:: Data section ::

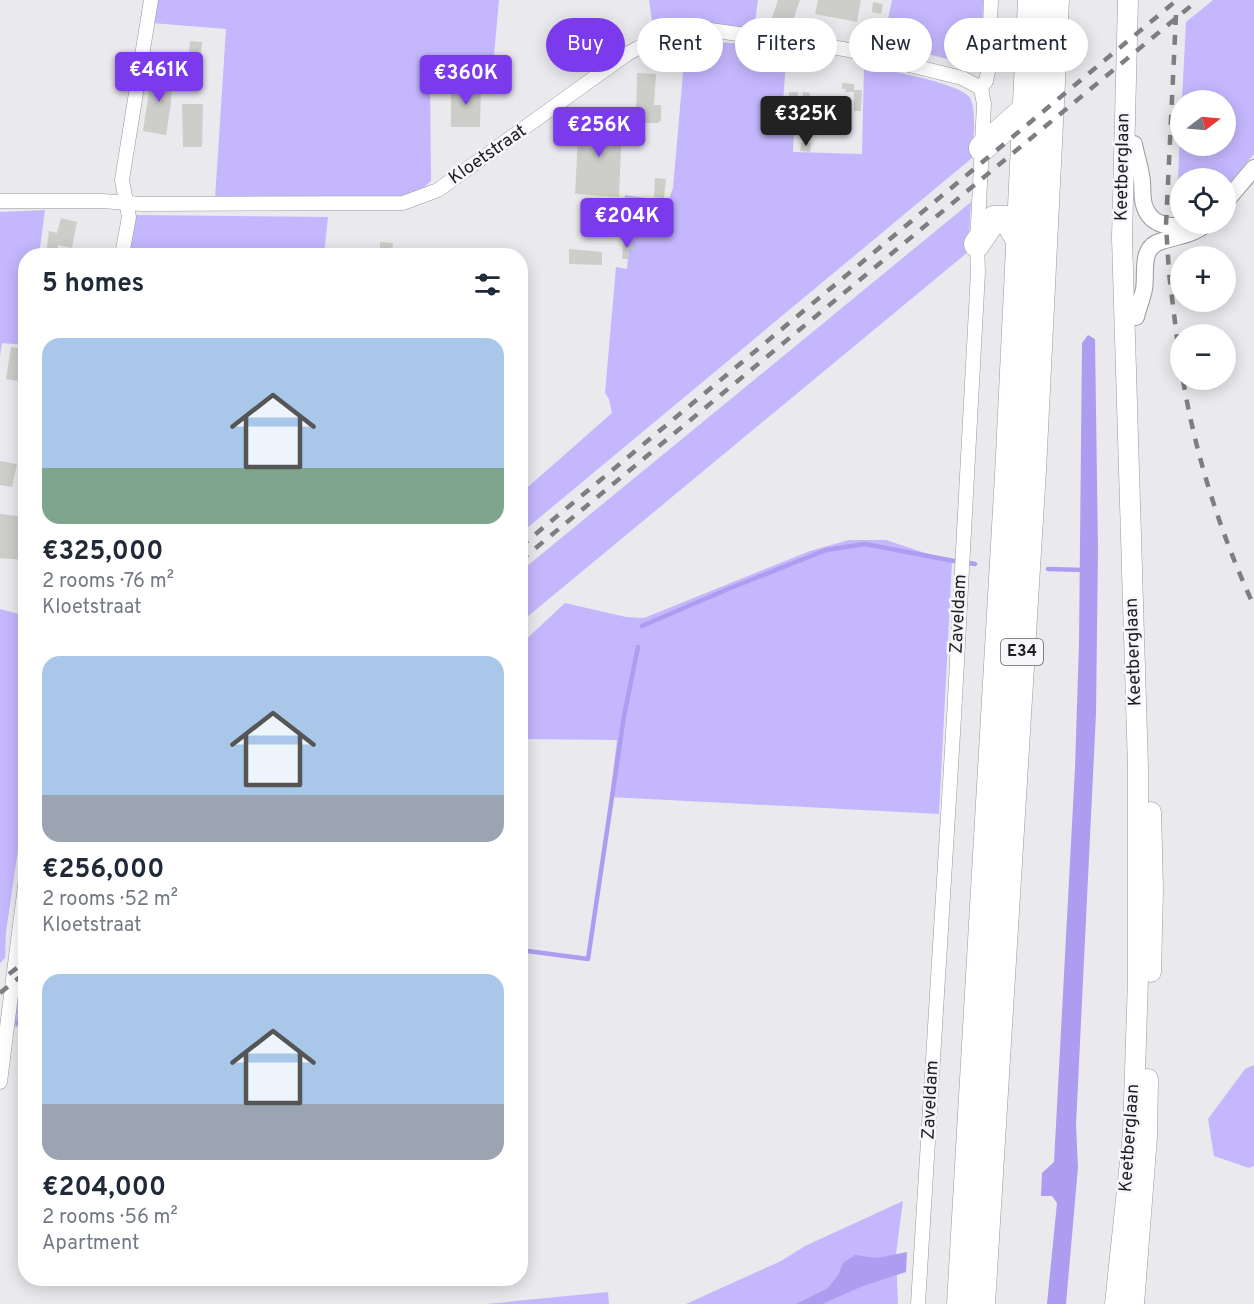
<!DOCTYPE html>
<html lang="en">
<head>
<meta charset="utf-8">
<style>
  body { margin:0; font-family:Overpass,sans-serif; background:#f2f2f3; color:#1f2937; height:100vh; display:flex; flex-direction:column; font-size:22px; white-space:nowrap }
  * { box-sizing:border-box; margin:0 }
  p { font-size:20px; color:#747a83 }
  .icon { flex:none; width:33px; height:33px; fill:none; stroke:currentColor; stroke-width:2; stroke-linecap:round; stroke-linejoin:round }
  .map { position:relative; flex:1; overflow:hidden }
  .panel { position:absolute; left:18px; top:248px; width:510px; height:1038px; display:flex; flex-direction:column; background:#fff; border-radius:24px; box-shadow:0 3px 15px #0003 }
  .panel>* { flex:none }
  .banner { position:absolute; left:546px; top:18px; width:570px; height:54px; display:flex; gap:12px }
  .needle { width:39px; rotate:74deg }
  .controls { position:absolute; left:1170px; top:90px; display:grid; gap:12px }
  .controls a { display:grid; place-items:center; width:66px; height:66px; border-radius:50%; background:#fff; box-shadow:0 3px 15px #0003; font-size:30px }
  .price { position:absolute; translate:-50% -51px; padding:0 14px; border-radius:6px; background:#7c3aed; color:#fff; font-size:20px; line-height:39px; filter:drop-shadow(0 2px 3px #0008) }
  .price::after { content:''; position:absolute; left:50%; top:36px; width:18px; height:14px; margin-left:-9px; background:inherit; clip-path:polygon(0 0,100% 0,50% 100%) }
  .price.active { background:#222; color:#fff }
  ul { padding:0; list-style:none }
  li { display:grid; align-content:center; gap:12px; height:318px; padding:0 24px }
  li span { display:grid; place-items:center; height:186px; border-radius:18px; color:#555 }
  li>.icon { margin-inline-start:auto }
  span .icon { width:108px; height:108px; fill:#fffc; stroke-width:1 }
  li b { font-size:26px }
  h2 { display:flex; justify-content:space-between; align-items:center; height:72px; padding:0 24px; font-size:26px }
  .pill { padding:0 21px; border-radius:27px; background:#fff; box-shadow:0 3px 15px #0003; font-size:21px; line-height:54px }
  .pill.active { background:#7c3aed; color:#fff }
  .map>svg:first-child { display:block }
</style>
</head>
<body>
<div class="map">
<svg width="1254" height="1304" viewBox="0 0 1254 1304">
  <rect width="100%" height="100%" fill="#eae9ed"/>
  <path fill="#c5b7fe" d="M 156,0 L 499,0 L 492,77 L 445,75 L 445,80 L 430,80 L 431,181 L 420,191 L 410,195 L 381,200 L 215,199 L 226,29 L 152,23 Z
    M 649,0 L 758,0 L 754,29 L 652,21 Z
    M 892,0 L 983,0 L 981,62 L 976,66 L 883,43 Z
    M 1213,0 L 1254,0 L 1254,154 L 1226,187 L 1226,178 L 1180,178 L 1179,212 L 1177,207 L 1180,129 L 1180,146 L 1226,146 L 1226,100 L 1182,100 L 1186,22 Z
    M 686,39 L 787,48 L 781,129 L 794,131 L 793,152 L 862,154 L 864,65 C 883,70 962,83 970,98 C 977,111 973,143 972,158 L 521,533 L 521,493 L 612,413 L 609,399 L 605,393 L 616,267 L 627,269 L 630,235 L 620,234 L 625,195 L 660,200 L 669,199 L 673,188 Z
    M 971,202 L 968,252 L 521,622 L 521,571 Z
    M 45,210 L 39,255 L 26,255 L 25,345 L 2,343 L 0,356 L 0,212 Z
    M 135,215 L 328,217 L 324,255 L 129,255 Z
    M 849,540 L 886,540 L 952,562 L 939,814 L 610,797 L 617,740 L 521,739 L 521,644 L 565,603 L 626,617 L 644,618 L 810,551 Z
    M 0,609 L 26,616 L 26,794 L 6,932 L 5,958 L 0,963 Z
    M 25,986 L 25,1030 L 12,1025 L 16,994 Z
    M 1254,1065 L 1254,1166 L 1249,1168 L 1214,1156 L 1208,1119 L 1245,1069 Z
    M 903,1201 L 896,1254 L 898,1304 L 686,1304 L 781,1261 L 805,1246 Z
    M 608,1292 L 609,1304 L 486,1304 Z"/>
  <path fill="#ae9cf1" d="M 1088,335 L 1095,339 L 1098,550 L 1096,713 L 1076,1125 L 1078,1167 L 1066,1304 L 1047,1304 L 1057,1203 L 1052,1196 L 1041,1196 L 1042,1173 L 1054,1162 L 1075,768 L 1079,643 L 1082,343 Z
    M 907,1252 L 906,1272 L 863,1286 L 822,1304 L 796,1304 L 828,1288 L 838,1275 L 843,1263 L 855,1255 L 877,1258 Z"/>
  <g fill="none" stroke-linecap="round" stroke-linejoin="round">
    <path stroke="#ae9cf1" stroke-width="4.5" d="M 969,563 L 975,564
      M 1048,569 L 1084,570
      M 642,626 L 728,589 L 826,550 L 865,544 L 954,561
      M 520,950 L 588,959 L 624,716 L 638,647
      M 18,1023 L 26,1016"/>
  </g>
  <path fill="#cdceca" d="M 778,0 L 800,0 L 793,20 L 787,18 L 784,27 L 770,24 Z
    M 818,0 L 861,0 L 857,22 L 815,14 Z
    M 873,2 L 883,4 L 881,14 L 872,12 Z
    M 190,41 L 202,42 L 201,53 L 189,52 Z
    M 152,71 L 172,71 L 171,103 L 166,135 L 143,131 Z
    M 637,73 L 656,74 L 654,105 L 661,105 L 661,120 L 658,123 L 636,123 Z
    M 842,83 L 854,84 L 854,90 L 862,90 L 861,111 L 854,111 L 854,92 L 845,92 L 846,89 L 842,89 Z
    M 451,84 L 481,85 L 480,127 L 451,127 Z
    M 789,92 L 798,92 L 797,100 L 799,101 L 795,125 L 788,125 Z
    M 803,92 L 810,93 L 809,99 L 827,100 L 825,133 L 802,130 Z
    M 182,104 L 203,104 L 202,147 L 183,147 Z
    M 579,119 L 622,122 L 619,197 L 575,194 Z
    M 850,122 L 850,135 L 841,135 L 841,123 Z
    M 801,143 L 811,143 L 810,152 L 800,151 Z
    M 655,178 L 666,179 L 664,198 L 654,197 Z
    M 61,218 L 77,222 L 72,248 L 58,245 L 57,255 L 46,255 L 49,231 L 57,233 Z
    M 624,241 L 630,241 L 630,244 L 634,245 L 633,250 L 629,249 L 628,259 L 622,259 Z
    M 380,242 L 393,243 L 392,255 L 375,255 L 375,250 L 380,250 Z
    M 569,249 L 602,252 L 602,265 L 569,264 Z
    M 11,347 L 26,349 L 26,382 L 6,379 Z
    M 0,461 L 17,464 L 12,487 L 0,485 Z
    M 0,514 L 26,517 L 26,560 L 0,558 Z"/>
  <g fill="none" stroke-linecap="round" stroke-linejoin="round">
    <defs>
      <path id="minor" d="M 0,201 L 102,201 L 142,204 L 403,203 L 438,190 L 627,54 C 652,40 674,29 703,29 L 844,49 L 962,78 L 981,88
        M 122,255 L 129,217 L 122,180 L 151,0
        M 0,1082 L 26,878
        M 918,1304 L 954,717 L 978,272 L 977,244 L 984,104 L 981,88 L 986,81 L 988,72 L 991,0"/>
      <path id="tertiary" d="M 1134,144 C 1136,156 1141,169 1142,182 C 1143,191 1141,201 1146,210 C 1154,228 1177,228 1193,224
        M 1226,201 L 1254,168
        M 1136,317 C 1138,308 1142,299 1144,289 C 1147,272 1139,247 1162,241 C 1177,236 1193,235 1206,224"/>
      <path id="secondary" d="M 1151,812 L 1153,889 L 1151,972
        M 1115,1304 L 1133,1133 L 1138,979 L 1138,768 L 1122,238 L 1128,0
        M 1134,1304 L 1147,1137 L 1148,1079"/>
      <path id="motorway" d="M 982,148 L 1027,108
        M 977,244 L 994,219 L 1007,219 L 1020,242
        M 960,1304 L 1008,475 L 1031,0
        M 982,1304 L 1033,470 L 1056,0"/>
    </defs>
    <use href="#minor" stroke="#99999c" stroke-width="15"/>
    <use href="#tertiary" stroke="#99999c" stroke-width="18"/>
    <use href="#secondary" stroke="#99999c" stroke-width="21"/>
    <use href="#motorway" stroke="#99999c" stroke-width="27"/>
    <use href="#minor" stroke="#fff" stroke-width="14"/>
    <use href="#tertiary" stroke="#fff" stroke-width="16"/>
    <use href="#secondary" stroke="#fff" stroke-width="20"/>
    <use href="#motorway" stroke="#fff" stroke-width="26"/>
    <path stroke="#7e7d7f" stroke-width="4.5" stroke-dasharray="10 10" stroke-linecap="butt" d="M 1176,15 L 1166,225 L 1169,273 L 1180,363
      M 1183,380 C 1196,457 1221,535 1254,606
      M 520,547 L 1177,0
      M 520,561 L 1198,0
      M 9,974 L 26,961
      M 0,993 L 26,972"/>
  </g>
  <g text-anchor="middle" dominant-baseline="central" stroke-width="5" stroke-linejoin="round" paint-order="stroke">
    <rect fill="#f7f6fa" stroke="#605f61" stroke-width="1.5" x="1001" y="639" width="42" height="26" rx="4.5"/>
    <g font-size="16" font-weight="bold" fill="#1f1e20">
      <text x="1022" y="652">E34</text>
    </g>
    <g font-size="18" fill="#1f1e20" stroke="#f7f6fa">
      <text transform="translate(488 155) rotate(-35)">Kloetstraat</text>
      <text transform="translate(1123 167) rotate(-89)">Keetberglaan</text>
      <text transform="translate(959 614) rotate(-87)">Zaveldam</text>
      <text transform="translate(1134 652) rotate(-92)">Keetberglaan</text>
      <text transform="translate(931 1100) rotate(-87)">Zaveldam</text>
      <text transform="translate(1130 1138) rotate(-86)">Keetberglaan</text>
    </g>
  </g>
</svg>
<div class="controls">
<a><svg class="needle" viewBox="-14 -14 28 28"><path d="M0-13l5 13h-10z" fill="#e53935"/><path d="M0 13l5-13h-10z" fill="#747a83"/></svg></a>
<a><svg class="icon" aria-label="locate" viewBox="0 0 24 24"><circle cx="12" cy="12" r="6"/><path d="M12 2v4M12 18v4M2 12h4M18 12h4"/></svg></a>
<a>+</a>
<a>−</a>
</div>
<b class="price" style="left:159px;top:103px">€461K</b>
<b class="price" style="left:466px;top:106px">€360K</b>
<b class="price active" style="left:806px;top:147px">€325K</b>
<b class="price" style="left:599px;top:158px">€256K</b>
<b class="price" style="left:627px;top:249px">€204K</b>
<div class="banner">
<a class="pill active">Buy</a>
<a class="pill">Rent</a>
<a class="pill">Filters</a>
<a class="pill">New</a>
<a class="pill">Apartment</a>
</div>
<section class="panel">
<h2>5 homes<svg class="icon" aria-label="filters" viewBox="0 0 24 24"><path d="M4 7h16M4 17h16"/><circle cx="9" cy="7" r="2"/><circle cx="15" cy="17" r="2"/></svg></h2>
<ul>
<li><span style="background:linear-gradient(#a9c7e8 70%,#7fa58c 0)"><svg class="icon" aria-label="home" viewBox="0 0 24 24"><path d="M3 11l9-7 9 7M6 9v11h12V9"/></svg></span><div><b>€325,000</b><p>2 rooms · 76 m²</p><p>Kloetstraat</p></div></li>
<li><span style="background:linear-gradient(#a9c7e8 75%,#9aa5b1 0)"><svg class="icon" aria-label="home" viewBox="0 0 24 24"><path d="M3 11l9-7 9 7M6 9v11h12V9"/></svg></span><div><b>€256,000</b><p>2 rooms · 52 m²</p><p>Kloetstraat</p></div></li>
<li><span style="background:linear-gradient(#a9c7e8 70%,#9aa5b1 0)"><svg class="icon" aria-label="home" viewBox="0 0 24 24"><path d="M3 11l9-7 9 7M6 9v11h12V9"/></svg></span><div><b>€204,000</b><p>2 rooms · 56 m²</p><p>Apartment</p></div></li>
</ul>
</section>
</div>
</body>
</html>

:::

> **Exercise goal**: Give again exactly, and only, the lines above starting at the one with "margin:0; font-family:Overpass,sans-serif; background:#f2f2f3;" and ending at the one with "flex:none; width:33px; height:33px;".

> **Result of the task**:
  body { margin:0; font-family:Overpass,sans-serif; background:#f2f2f3; color:#1f2937; height:100vh; display:flex; flex-direction:column; font-size:22px; white-space:nowrap }
  * { box-sizing:border-box; margin:0 }
  p { font-size:20px; color:#747a83 }
  .icon { flex:none; width:33px; height:33px; fill:none; stroke:currentColor; stroke-width:2; stroke-linecap:round; stroke-linejoin:round }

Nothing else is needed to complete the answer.